In the dialectical problem of whether the disorders of the mind are basically biological or social, we are always being swayed one way or the other. You can tell which way a book with the title Psychiatry in the Scientific Image is going to jump. Its positioning is complex, however.
According to the author this book is deeply reactionary, a qualified defence of the medical model which shows psychiatry as a branch of medicine dedicated to uncovering the neurological basis of disease entities. This has intuitive appeal, given that we are animals with a biology including a brain that is the foundation of mental life. Also according to the author, the book is the first on psychiatry from within analytical philosophy of science. The result, therefore, is a deeply reactionary book at the cutting edge of philosophy of science. This is a finely balanced and subtle position that is not easy to summarise.

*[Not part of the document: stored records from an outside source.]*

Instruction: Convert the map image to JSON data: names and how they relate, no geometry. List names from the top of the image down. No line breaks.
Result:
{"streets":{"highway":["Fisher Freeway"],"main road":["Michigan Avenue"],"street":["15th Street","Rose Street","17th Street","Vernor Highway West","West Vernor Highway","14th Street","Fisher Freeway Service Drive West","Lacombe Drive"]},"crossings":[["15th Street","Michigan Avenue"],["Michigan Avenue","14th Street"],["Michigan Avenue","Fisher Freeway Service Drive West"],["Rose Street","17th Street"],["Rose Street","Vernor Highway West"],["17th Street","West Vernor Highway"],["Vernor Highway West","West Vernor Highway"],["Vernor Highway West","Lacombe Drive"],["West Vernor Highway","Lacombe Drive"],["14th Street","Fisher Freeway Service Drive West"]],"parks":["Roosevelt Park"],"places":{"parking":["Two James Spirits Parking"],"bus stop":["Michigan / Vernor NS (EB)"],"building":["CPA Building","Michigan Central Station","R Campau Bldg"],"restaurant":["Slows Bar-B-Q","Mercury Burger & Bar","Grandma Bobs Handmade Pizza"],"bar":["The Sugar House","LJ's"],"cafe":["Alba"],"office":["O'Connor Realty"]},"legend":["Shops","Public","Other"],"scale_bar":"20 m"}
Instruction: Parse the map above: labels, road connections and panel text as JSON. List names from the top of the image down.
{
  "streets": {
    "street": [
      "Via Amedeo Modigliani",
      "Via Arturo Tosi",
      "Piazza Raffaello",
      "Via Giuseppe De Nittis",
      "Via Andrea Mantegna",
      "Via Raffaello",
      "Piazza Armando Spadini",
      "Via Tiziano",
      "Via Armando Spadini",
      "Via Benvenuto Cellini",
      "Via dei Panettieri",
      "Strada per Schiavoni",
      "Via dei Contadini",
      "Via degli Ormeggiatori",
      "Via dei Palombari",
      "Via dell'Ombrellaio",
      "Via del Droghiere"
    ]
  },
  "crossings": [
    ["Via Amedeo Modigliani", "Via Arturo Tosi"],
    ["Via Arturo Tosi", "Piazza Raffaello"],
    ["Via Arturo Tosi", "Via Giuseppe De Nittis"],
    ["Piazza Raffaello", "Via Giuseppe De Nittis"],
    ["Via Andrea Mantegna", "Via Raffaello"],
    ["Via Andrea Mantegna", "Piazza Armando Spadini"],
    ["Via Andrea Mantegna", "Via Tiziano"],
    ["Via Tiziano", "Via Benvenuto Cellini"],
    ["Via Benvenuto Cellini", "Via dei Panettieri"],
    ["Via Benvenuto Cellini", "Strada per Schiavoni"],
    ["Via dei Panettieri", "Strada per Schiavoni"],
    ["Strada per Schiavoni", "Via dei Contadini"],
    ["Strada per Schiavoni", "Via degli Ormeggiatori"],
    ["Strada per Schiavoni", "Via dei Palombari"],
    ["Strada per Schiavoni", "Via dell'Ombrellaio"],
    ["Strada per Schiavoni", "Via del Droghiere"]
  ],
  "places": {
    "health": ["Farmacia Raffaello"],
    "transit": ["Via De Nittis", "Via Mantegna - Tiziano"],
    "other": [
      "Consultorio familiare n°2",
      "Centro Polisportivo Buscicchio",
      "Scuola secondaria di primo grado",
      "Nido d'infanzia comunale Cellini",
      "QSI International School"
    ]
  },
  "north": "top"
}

For example, the deep conservatism has the brain as fundamental to psychology and psychiatry, and yet, recent philosophy of science envisages many levels of causal explanation, among which it is difficult to say which is fundamental. Tension is relieved here – the medical model vindicated – with the thought that psychological abnormalities can be traced to specific causal factors that are realised in brain tissue. The brain is fundamental in the sense that it realises everything. (A social science analogue is to have itself as fundamental in the sense that everything – including biomedical science – is a social practice.) This view of the brain as fundamental belongs with an up-to-date suitably broad understanding of neuroscience: that it draws on the cognitive and social sciences as well as molecular biology.
The book tackles three sets of questions about mental disorder: concept; explanation; and classification. It is weakest on the first topic, apparently taking for granted the fact of mental disorder, while cursorily dismissing social science critiques of the medical model. This untroubled view belongs generally with the avowedly ‘realist’ approach of the book, which wants to get on with tracking facts and causes, not worrying about concepts and construct validity. The book is strongest on multi-level causes and the lack of viability of reductionism, although there is also some tension here. Discussion of classification in the last part of the book rehearses the aspiration that nosology should track causal histories of conditions, not operationalised, observational criteria. However, the problem of reconciling controversial and shifting complex, multi-level, causal models of psychiatric conditions with a simple and relatively stable classificatory system for clinical and research purposes is, in this reviewer's opinion, neither sufficiently recognised in the book nor resolved.